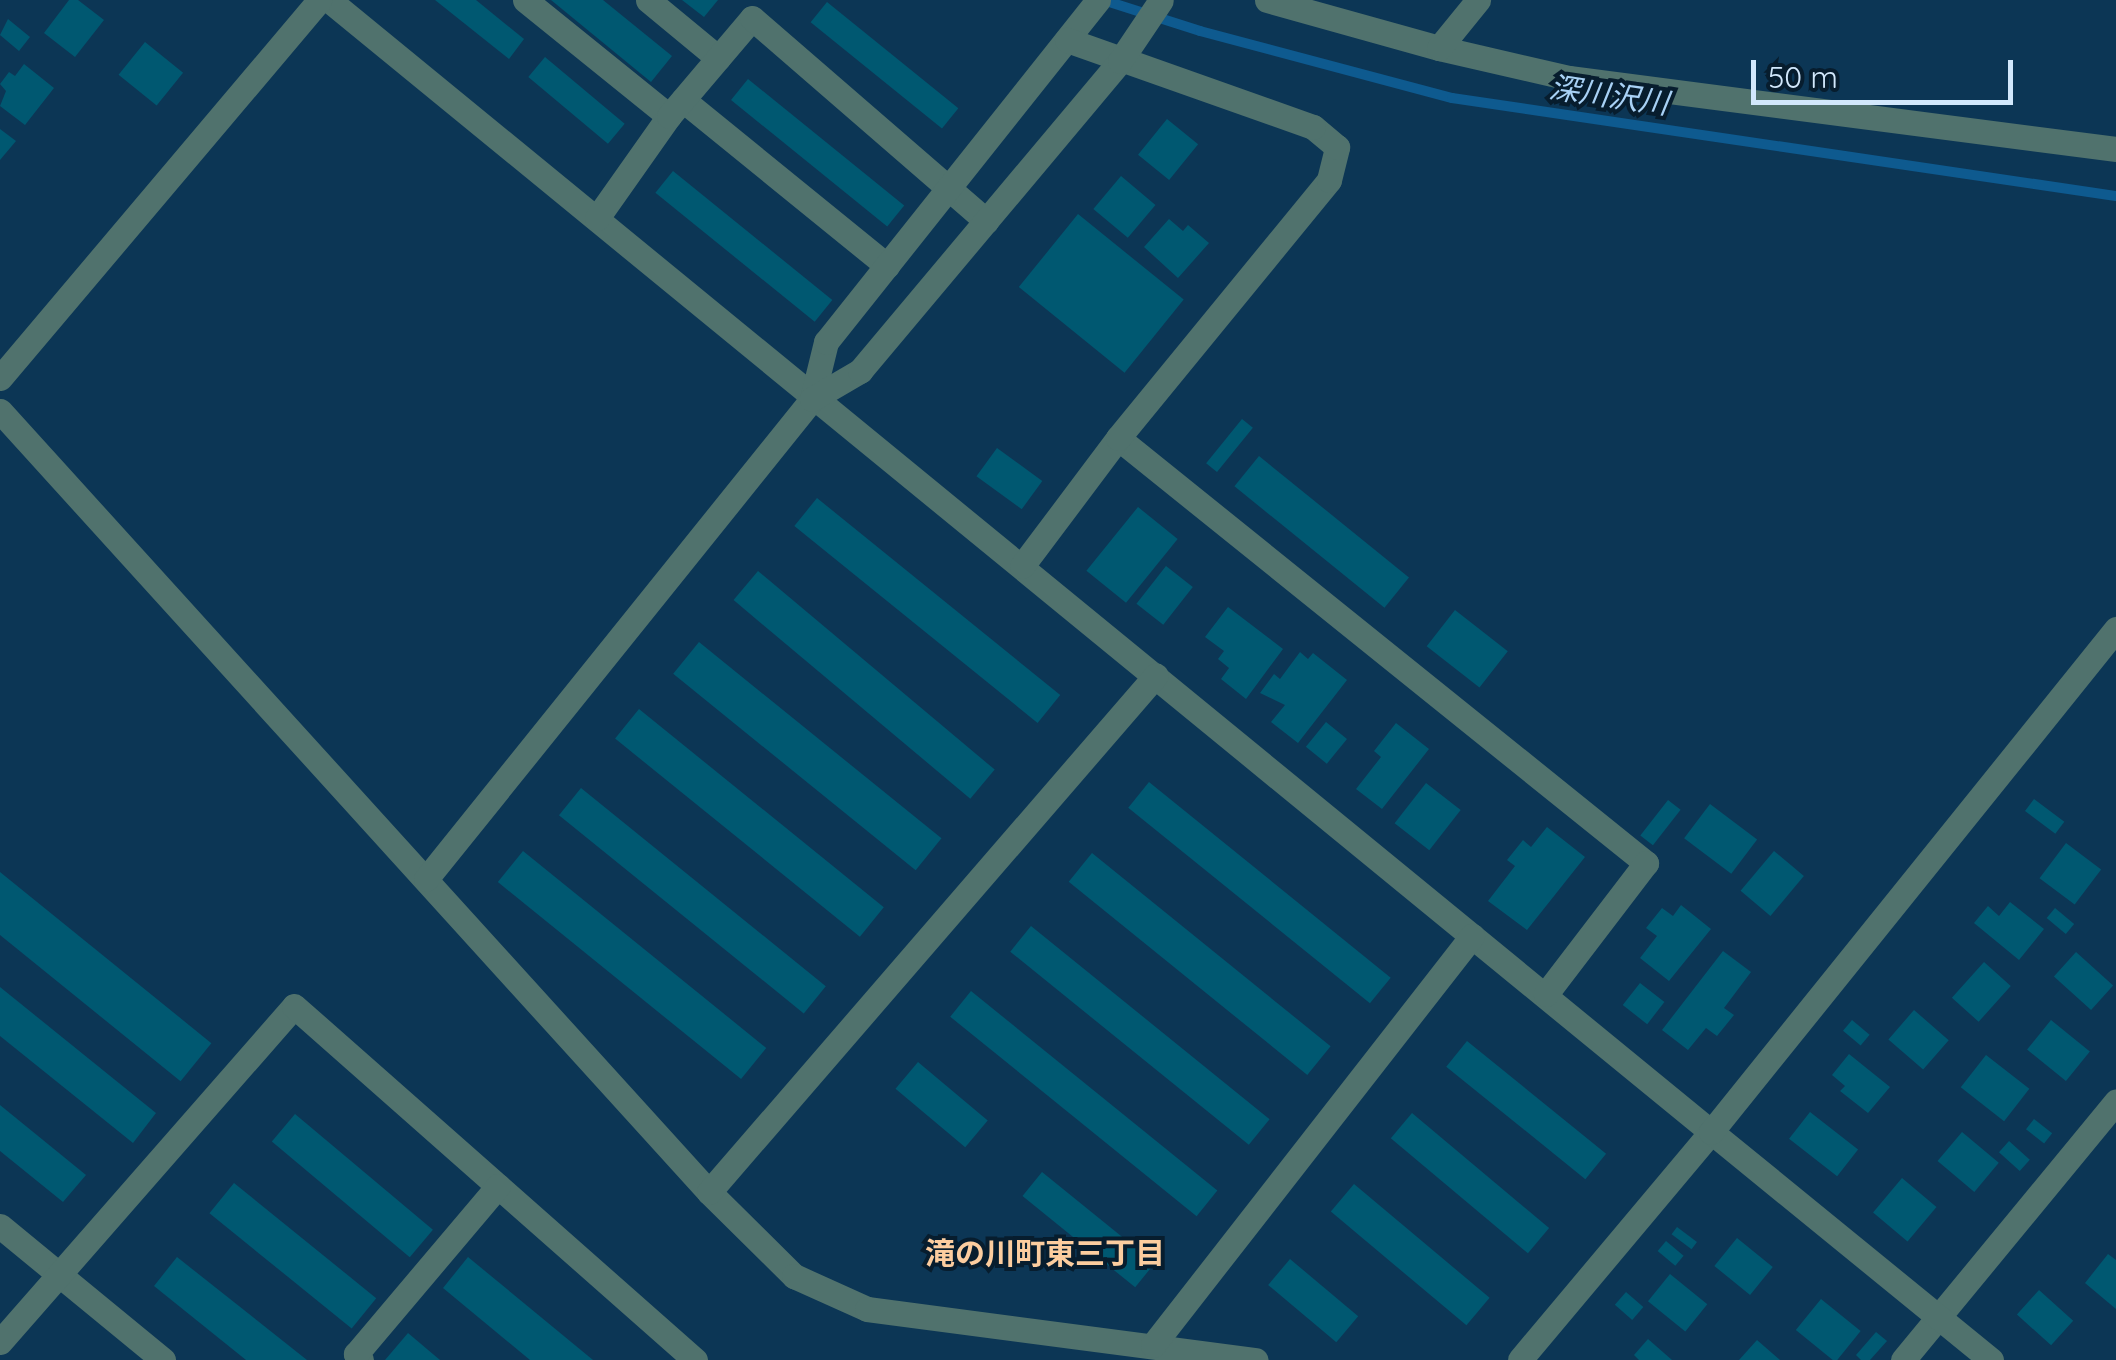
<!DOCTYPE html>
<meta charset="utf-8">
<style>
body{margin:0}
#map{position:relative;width:2116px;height:1360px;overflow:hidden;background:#0c3655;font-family:Quicksand,"Noto Sans JP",sans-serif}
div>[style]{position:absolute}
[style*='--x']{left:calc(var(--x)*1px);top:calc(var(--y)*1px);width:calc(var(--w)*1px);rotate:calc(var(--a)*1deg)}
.stream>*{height:10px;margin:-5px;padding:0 5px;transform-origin:5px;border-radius:5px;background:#0e5a8f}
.building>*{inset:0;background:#005871;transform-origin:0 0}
.minor>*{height:25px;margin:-12.5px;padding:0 12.5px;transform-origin:12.5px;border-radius:12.5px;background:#50726d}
span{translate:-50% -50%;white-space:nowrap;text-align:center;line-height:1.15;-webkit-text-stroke:8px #071d2e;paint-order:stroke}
.water-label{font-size:30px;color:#a8d1f5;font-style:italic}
.neighbourhood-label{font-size:30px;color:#fccd9f;font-weight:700}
.scale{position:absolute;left:1751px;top:60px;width:262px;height:45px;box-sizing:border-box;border:5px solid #d2e8fc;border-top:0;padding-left:12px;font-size:30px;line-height:35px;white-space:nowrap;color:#d2e8fc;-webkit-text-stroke:8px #071d2e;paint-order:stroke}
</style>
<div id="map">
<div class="stream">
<div style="--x:1103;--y:0;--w:102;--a:17.7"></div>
<div style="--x:1200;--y:31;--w:261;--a:14.9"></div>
<div style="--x:1452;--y:98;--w:671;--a:8.4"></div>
</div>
<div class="building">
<div style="clip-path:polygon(69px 0,78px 0,104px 20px,75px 57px,44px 33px)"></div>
<div style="clip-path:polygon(435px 0,476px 0,524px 39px,509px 59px)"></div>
<div style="clip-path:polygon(551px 0,603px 0,672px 56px,651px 82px)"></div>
<div style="clip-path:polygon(682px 0,718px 0,704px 17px)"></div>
<div style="left:827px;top:2px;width:169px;height:26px;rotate:39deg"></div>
<div style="clip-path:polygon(8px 19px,30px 37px,19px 51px,0 35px)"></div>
<div style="left:145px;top:42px;width:49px;height:42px;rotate:39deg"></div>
<div style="left:545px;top:57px;width:104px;height:26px;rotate:40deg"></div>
<div style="clip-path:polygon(24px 64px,54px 88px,25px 125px,0 106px,6px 91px,0 84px,9px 72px,15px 76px)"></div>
<div style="left:748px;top:79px;width:201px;height:27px;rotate:39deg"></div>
<div style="left:1167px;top:119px;width:40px;height:46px;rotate:39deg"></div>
<div style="clip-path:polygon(0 129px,16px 141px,0 160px)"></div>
<div style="left:673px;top:171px;width:205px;height:28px;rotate:39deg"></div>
<div style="left:1121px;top:176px;width:45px;height:43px;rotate:40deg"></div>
<div style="left:1078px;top:214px;width:136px;height:94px;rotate:39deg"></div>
<div style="clip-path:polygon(1169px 219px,1183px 231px,1188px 225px,1209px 243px,1178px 278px,1144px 247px)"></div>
<div style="left:1242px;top:419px;width:14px;height:57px;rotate:39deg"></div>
<div style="left:997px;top:448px;width:56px;height:35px;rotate:36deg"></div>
<div style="left:1259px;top:456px;width:193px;height:39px;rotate:39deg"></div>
<div style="left:817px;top:498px;width:313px;height:36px;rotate:39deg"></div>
<div style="left:1138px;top:507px;width:51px;height:82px;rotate:39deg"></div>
<div style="left:1166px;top:566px;width:34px;height:48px;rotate:38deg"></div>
<div style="left:758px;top:571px;width:309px;height:38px;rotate:40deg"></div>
<div style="clip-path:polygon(1228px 607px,1283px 649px,1246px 699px,1221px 679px,1229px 668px,1218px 659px,1224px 651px,1205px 637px)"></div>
<div style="left:1455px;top:610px;width:67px;height:46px;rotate:38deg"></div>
<div style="left:699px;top:642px;width:312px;height:41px;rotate:39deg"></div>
<div style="clip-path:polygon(1300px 652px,1308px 659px,1313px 653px,1347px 680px,1298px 743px,1271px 722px,1285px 705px,1260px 693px,1274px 674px,1280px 679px)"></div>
<div style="left:639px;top:709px;width:315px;height:38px;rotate:39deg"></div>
<div style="left:1326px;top:722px;width:27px;height:32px;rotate:39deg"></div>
<div style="clip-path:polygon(1396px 723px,1429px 749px,1382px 809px,1356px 789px,1381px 757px,1374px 751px)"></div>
<div style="left:1149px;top:782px;width:311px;height:33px;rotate:39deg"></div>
<div style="left:1426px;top:783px;width:44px;height:51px;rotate:38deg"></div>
<div style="left:581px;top:788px;width:315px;height:35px;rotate:39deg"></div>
<div style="left:2034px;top:799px;width:38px;height:15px;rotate:37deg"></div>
<div style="left:1668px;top:800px;width:16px;height:45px;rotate:38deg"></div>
<div style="left:1710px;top:804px;width:59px;height:43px;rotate:37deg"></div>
<div style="clip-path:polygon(1547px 827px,1585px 857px,1527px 930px,1488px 901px,1515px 866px,1507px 860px,1523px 840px,1531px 847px)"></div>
<div style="left:2066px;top:843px;width:44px;height:44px;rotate:37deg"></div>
<div style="left:523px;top:851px;width:313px;height:40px;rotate:39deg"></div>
<div style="left:1774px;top:851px;width:39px;height:52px;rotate:40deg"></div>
<div style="left:1092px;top:853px;width:307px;height:37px;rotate:39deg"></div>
<div style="left:0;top:872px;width:272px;height:49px;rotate:39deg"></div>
<div style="clip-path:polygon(2010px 902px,2044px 929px,2019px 960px,1974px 923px,1988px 906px,1999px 916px)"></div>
<div style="clip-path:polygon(1681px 905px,1711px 929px,1669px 981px,1640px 958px,1657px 936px,1646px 928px,1662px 908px,1673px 916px)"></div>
<div style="left:2055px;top:908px;width:25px;height:13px;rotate:40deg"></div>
<div style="left:1031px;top:926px;width:307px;height:33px;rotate:39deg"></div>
<div style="clip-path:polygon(1723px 951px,1751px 972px,1724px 1008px,1734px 1015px,1717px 1036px,1706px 1028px,1688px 1050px,1662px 1030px)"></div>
<div style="left:2076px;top:952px;width:50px;height:33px;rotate:42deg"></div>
<div style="left:1984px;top:962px;width:36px;height:48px;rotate:42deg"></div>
<div style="left:1640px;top:983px;width:31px;height:28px;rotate:38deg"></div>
<div style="clip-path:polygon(0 987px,156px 1113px,133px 1143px,0 1036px)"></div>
<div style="left:971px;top:991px;width:317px;height:33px;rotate:39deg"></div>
<div style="left:1914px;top:1010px;width:46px;height:39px;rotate:41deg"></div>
<div style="left:1852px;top:1020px;width:23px;height:14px;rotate:40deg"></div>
<div style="left:2051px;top:1020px;width:50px;height:38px;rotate:39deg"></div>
<div style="left:1467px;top:1041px;width:179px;height:33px;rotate:39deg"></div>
<div style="clip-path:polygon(1849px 1054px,1890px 1087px,1868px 1113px,1840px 1091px,1845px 1086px,1832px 1075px)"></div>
<div style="left:1986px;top:1055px;width:55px;height:41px;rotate:38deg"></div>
<div style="left:918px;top:1062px;width:91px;height:35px;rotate:40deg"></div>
<div style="clip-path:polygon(0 1105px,86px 1175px,63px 1202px,0 1151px)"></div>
<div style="left:1810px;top:1112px;width:61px;height:34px;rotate:38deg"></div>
<div style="left:1412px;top:1113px;width:179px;height:33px;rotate:40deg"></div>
<div style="left:295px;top:1114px;width:180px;height:36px;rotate:40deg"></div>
<div style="left:2034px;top:1119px;width:23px;height:13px;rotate:38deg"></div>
<div style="left:1962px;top:1132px;width:48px;height:38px;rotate:40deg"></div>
<div style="left:2009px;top:1141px;width:28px;height:15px;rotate:42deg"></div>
<div style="left:1042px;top:1172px;width:145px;height:31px;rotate:39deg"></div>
<div style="left:1902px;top:1178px;width:45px;height:45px;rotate:40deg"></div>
<div style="left:234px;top:1183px;width:183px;height:39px;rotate:39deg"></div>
<div style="left:1354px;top:1184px;width:177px;height:36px;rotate:40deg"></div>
<div style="left:1677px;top:1227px;width:25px;height:9px;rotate:37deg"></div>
<div style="left:1737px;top:1238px;width:46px;height:36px;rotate:39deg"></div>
<div style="left:1666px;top:1241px;width:23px;height:13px;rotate:40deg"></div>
<div style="clip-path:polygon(2108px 1254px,2116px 1260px,2116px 1309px,2085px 1283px)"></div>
<div style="clip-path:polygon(177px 1257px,307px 1360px,246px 1360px,154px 1286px)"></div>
<div style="clip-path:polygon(468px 1257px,593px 1360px,530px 1360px,443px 1288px)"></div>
<div style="left:1290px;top:1259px;width:89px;height:34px;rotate:40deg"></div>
<div style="left:1670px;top:1274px;width:48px;height:35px;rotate:39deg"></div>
<div style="left:2039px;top:1290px;width:46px;height:33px;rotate:42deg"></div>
<div style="left:1626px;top:1292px;width:23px;height:17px;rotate:41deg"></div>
<div style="left:1821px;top:1299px;width:51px;height:40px;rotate:39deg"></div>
<div style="clip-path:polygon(1876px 1332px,1887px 1341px,1870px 1360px,1861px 1360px,1856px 1355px)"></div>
<div style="clip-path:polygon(408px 1333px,440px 1360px,385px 1360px)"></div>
<div style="clip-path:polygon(1648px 1339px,1672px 1360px,1639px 1360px,1634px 1355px)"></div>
<div style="clip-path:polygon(1757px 1340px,1780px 1360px,1739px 1360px)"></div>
</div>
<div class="minor">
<div style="--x:329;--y:0;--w:1786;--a:39.32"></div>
<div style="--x:1711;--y:1132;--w:297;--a:130"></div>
<div style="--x:525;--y:0;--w:185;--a:38.9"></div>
<div style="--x:648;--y:0;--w:91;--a:39.6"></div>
<div style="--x:1267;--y:0;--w:179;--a:15.6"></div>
<div style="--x:1439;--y:48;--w:133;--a:13"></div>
<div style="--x:1569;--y:78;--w:552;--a:7.4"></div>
<div style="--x:1439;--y:48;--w:62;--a:-50.9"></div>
<div style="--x:683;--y:100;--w:263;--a:39.1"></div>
<div style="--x:597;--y:218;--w:125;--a:-54.8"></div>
<div style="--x:669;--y:116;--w:128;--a:-49.7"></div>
<div style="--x:752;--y:18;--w:310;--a:40.9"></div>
<div style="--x:0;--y:378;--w:495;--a:-49.8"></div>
<div style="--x:812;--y:399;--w:59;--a:-76.2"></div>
<div style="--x:826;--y:342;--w:437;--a:-51.5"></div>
<div style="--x:0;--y:411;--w:1055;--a:47.77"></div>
<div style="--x:709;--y:1192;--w:120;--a:44.7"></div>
<div style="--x:794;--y:1276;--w:80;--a:24.3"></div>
<div style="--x:867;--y:1309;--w:392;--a:7.5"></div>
<div style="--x:1118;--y:438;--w:678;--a:38.83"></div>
<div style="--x:1646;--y:863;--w:165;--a:127.4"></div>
<div style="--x:1022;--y:566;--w:160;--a:-53.1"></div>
<div style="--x:1118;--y:438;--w:333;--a:-50.7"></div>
<div style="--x:1329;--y:180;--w:34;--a:-76"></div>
<div style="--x:1337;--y:147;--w:31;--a:-140"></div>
<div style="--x:1313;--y:127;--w:261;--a:-160.5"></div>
<div style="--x:426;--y:879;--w:616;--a:-51.19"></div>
<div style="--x:812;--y:399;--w:56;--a:-30.3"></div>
<div style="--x:860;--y:371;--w:405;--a:-50"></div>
<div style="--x:1120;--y:61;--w:73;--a:-56.1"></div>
<div style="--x:709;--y:1192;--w:683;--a:-49.15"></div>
<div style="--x:0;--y:1226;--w:211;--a:39.4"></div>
<div style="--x:0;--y:1342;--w:446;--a:-48.8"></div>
<div style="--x:294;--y:1006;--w:535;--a:41.44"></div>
<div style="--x:1153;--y:1345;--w:519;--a:-52.05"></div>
<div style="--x:361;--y:1360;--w:8;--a:-130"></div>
<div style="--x:356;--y:1354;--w:220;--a:-49.8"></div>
<div style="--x:1903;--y:1360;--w:335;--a:-50.5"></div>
<div style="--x:1991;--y:1360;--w:361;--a:-140.8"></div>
<div style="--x:1711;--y:1132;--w:646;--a:-51.16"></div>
</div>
<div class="water-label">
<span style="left:1609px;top:95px;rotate:8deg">深川沢川</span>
</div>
<div class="neighbourhood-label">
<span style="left:1045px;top:1253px">滝の川町東三丁目</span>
</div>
<div class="scale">50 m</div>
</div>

------------------------------

Working through the records, copy each line in which the word "stream" appears.

.stream>*{height:10px;margin:-5px;padding:0 5px;transform-origin:5px;border-radius:5px;background:#0e5a8f}
<div class="stream">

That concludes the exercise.